The acting comptroller said complicating the role of supervisors is the significant growth and increased complexity of large banks over the past 30 years. Thirty years ago, only five U.S. banks had assets exceeding $100 billion, with a combined total of $800 billion of assets. Today, he noted that number has expanded to 32 large banks with a collective total of over $17 trillion of assets.

The regulator emphasized that given the growth and increasing complexity of firms, prioritizing agility and credibility are also crucial for effective supervision. To achieve this, he noted the OCC has established an Office of Financial Technology, strengthened collaboration with both its domestic and international partners and launched agencywide initiatives, such as one focused on understanding the increasing number of generative AI pilots being used at banks the OCC supervises. These efforts aim to create a more flexible and proactive supervisory framework.

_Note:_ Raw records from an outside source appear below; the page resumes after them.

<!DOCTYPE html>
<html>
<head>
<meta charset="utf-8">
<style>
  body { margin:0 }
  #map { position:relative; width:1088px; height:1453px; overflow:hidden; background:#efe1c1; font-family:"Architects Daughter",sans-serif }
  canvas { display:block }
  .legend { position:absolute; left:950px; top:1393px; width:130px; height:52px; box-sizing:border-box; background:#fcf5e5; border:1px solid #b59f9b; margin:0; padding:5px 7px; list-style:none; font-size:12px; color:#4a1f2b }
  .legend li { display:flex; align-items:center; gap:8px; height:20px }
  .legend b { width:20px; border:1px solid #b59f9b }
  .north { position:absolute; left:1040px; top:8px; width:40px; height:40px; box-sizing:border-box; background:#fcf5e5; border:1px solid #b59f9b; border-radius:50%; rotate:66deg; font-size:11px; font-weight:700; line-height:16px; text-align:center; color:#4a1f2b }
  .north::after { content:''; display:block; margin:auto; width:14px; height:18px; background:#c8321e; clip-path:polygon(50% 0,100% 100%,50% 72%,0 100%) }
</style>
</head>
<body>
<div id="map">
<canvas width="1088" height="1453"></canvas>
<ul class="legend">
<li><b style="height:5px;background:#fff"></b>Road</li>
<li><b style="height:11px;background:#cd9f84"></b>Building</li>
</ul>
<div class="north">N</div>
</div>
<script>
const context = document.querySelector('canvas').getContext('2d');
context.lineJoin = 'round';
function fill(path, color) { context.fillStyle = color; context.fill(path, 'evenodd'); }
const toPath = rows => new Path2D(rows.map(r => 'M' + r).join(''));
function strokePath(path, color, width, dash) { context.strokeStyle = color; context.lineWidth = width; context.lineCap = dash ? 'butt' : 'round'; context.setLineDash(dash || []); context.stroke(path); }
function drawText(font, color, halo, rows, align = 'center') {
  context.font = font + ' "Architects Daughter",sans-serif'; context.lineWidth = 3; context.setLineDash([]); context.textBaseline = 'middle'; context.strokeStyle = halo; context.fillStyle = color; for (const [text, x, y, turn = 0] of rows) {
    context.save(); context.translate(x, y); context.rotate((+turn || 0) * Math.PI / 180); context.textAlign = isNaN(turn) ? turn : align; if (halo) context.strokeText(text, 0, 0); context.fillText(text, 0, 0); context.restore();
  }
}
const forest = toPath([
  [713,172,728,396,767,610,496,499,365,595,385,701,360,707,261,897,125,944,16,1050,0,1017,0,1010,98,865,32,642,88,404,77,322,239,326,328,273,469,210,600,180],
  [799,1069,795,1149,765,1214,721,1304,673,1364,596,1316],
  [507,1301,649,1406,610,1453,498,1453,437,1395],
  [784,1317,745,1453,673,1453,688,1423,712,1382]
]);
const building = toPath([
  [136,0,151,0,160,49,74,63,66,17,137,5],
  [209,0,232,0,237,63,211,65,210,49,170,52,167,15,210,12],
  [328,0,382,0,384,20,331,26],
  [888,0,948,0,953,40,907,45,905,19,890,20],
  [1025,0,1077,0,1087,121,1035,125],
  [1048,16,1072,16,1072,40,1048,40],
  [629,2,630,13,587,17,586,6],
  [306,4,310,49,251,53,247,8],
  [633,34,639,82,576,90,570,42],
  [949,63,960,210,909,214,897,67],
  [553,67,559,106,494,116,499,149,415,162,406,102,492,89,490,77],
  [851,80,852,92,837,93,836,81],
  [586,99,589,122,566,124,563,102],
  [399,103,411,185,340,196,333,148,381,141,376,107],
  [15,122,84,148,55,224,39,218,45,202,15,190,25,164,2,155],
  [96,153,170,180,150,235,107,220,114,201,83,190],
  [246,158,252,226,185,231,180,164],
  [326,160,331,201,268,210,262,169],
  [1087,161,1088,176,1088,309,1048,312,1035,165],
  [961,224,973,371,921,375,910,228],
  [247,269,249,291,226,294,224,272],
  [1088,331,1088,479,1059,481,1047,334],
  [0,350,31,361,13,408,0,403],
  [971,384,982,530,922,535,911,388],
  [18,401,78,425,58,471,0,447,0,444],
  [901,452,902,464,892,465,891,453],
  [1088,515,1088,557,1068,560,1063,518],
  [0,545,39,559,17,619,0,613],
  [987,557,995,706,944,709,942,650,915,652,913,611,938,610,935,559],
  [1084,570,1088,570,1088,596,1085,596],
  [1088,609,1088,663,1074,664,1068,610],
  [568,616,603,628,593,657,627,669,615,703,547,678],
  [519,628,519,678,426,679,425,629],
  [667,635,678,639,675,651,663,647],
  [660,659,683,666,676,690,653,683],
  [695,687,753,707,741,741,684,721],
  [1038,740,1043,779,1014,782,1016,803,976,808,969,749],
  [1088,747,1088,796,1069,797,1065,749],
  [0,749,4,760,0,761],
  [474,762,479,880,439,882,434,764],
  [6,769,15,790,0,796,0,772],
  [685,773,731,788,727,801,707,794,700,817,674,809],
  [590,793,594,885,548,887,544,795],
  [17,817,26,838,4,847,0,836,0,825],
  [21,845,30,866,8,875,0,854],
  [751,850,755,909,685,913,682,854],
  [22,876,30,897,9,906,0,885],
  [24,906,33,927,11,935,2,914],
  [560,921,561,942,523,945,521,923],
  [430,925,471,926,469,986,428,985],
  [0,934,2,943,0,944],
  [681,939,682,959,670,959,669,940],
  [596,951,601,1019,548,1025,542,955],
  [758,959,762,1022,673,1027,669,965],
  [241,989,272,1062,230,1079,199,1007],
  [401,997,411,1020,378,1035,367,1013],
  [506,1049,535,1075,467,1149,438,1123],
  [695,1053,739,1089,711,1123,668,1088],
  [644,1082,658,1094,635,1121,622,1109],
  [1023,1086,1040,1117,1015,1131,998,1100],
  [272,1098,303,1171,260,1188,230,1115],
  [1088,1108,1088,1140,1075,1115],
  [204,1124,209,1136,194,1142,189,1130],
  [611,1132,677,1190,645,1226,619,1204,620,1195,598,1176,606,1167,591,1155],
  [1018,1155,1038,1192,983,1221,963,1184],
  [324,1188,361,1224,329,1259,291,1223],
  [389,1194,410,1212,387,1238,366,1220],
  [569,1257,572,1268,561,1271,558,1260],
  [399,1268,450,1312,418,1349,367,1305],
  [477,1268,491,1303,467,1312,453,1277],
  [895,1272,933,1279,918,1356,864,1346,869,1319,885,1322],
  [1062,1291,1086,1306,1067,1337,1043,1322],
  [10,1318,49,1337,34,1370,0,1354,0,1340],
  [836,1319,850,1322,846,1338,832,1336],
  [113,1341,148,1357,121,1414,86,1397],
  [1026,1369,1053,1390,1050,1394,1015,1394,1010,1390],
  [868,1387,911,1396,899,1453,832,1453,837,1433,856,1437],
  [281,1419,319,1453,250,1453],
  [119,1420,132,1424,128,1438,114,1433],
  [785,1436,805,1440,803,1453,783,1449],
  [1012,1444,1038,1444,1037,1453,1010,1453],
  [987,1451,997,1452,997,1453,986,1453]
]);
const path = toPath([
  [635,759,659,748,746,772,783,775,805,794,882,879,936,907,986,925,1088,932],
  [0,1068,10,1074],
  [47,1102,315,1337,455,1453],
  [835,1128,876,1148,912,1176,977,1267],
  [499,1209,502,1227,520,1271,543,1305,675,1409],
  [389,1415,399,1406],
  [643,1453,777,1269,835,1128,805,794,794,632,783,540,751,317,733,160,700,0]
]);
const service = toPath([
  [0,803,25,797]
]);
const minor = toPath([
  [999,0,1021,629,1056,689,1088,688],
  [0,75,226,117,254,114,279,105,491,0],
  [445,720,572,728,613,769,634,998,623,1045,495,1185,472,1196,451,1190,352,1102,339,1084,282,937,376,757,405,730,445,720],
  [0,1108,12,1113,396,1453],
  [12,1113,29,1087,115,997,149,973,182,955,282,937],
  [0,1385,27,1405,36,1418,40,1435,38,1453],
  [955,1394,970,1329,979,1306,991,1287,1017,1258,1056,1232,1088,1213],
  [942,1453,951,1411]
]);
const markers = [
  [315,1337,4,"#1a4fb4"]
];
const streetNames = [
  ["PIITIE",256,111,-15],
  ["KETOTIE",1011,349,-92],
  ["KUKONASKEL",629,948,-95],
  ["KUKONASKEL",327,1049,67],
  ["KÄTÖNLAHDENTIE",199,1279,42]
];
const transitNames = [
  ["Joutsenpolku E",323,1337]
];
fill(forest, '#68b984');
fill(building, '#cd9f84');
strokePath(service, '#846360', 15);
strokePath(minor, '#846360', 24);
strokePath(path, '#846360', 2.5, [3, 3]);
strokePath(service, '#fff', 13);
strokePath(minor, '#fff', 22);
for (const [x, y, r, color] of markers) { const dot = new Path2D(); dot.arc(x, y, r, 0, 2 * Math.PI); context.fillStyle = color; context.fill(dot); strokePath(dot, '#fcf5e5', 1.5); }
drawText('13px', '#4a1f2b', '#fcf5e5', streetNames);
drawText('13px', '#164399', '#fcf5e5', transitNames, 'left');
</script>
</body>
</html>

Hsu emphasized that bank supervision relies heavily on building close relationships between banks and their supervisors through ongoing dialogue, alongside formal examinations and other monitoring activities. He compared supervision to exercise because its effects accumulate over time, even if the immediate impacts are not always noticeable. This continuous monitoring, Hsu explained, helped banks endure recent systemwide disruptions that severely affected other industries, such as airlines. This summer's CrowdStrike incident, for example, involved a faulty software update that crashed about 8.5 million Microsoft Windows systems globally, causing widespread service disruptions and an estimated $10 billion in financial damage.

"OCC supervisors have been examining and pushing banks to improve their cyber, operational, and IT risk management capabilities for years because of the prevalence of legacy systems, deferred maintenance, and underinvestment," he said. "Banks' relative resilience in the face of the CrowdStrike disruption was due in part to those supervisory efforts."